The team compared acetate to other short-chain fatty acids and found higher levels of acetate in animals that had a high-fat diet. They also observed that infusions of acetate stimulated insulin secretion by beta cells in the pancreas, but it was unclear how.

Researchers then determined that when acetate was injected directly into the brain, it triggered increased insulin by activating the parasympathetic nervous system.

"Acetate stimulates beta cells to secrete more insulin in response to glucose through a centrally mediated mechanism," said Dr. Shulman.

"It also stimulates secretion of the hormones gastrin and ghrelin, which lead to increased food intake."

Finally, the research team sought to establish a causal relationship between the gut microbiota and increased insulin.
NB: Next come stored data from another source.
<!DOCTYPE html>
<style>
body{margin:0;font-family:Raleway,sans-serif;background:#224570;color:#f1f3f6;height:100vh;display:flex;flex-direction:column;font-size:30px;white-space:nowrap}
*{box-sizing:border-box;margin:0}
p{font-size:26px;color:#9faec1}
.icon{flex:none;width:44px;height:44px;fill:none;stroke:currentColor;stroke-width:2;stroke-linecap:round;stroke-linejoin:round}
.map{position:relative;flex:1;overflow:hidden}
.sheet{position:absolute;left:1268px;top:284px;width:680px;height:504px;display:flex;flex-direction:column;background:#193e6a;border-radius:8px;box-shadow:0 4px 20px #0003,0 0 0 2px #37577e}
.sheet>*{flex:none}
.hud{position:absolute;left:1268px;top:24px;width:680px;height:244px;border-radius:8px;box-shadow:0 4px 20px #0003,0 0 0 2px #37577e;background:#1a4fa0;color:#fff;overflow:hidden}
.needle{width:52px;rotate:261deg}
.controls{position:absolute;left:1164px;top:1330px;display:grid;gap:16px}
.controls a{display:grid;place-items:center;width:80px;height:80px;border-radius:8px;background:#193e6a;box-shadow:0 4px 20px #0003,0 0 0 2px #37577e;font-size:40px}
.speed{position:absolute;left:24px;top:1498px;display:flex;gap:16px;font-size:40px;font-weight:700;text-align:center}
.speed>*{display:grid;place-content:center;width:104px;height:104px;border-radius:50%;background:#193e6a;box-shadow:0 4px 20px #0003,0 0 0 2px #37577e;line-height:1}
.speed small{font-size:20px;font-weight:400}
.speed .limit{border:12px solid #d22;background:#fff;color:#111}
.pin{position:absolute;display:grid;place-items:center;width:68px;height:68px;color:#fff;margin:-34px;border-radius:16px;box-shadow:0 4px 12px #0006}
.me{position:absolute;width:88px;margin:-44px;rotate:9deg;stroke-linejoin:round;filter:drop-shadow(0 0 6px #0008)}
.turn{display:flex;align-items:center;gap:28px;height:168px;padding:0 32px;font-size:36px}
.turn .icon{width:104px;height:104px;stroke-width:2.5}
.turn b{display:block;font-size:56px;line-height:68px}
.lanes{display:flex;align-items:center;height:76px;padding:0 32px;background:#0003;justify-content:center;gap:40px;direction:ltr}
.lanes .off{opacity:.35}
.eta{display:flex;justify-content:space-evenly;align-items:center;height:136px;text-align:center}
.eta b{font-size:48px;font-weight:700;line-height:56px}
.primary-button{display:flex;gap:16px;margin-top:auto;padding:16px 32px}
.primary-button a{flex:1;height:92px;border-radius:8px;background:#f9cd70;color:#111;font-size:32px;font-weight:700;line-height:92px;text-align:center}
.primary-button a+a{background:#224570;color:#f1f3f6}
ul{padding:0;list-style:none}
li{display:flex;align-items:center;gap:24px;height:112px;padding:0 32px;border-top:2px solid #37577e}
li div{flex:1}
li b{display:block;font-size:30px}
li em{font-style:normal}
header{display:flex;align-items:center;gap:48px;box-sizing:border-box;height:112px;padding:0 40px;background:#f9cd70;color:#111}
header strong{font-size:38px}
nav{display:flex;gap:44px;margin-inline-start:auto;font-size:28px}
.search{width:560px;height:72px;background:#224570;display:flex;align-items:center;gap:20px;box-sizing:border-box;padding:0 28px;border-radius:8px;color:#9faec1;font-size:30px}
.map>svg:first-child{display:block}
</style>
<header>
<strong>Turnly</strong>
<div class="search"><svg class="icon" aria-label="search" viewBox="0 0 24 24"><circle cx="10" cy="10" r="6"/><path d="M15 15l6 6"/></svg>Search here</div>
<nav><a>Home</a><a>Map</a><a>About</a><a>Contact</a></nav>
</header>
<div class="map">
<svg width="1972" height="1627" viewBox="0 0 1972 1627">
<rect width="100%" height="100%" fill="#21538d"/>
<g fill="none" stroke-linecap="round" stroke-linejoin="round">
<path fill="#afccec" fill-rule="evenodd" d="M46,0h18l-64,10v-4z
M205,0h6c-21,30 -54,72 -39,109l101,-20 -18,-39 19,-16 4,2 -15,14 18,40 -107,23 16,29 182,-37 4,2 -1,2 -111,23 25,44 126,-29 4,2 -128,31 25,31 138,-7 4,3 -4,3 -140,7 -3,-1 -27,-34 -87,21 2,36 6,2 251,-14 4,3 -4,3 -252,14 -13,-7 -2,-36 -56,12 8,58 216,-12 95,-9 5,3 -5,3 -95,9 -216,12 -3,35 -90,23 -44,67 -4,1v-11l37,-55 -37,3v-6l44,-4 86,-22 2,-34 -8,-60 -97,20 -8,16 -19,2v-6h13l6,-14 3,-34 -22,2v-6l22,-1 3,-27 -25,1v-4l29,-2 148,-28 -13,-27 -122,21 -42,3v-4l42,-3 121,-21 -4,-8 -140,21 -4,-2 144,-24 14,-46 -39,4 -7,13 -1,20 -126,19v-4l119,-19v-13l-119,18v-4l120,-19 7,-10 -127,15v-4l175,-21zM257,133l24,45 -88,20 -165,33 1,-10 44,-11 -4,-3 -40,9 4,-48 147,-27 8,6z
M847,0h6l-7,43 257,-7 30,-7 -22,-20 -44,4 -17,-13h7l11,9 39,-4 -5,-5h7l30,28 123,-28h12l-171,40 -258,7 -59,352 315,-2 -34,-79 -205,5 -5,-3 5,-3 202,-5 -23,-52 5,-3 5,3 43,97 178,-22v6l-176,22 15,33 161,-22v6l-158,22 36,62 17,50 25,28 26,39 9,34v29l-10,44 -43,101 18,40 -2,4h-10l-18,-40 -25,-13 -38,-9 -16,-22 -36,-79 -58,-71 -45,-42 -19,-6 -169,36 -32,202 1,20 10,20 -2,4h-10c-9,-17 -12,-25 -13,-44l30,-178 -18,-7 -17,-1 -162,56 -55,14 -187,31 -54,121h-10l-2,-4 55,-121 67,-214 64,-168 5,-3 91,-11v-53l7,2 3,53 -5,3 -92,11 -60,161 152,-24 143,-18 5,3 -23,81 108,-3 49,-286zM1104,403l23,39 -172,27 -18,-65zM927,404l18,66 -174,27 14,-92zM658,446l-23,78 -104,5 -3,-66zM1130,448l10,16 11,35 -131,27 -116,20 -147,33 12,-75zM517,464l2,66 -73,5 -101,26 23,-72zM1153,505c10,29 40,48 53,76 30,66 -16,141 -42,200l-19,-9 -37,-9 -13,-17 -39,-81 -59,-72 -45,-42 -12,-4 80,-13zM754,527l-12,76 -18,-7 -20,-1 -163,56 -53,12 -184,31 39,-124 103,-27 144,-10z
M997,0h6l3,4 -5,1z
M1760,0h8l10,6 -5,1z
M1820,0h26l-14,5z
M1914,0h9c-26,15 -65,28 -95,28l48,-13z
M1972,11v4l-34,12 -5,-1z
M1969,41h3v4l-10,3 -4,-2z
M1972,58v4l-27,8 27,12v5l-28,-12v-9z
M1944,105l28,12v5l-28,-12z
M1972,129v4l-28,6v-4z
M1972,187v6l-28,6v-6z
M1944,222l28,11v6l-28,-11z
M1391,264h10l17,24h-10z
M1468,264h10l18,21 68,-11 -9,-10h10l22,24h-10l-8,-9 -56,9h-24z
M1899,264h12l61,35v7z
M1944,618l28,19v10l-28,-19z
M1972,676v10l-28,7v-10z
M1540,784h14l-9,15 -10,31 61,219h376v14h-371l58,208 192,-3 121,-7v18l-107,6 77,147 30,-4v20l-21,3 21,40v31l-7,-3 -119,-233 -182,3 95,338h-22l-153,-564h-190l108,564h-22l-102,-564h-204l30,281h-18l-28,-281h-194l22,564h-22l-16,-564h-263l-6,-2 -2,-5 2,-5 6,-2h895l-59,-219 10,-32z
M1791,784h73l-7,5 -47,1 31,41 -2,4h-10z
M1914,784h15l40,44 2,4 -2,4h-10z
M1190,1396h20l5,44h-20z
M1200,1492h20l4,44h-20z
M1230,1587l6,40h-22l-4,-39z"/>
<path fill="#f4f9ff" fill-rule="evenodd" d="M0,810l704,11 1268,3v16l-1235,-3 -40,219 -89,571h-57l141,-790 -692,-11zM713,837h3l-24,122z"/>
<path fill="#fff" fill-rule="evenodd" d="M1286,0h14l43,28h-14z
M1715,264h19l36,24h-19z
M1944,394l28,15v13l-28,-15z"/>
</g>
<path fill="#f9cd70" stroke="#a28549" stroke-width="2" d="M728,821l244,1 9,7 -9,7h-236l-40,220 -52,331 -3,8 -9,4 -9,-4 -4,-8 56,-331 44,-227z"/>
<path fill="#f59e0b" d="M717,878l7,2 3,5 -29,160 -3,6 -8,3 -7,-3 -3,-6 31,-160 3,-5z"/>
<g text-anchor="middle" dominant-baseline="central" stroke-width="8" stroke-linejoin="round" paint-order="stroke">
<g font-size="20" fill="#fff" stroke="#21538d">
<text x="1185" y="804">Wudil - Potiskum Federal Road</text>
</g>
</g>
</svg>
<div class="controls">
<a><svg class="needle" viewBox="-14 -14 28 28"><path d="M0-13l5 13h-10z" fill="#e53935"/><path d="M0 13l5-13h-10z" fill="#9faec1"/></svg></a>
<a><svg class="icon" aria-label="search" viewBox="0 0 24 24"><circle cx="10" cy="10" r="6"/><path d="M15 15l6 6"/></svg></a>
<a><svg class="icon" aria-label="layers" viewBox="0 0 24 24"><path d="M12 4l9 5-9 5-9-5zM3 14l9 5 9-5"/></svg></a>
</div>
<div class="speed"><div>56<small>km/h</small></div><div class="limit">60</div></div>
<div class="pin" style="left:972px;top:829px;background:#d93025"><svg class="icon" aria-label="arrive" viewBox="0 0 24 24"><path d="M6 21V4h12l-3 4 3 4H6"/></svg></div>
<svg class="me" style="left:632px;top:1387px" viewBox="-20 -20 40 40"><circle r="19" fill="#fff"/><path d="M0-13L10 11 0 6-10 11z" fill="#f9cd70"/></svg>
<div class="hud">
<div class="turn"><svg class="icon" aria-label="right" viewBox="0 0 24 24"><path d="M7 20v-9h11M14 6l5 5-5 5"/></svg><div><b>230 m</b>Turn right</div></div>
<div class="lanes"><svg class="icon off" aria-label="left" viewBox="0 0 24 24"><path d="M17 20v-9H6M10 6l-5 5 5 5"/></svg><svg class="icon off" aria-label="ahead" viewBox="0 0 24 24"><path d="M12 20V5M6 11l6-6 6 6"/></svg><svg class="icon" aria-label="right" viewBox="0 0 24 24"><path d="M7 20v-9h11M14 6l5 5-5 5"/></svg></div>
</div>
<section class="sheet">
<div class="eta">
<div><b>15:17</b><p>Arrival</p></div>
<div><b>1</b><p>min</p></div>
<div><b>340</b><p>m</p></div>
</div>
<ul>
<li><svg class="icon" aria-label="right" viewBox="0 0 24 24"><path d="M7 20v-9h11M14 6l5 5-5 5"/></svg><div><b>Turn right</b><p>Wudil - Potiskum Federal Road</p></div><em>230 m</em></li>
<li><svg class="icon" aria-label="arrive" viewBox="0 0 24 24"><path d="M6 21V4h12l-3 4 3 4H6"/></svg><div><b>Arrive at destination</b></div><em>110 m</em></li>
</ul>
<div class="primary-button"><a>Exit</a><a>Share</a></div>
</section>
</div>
After transferring fecal matter from one group of rodents to another, they observed similar changes in the gut microbiota, acetate levels and insulin.

"Taken together these experiments demonstrate a causal link between alterations in the gut microbiota in response to changes in the diet and increased acetate production," said Dr. Shulman.

The increased acetate leads to increased food intake, setting off a positive feedback loop that drives obesity and insulin resistance, he explained.

The study authors suggest that this positive feedback loop may have served an important role in evolution, by prompting animals to fatten up when they stumbled across calorically dense food in times of food scarcity.

"Alterations in the gut microbiota are associated with obesity and the metabolic syndrome in both humans and rodents," said Dr. Shulman. "In this study we provide a novel mechanism to explain this biological phenomenon in rodents, and we are now examining whether this mechanism translates to humans."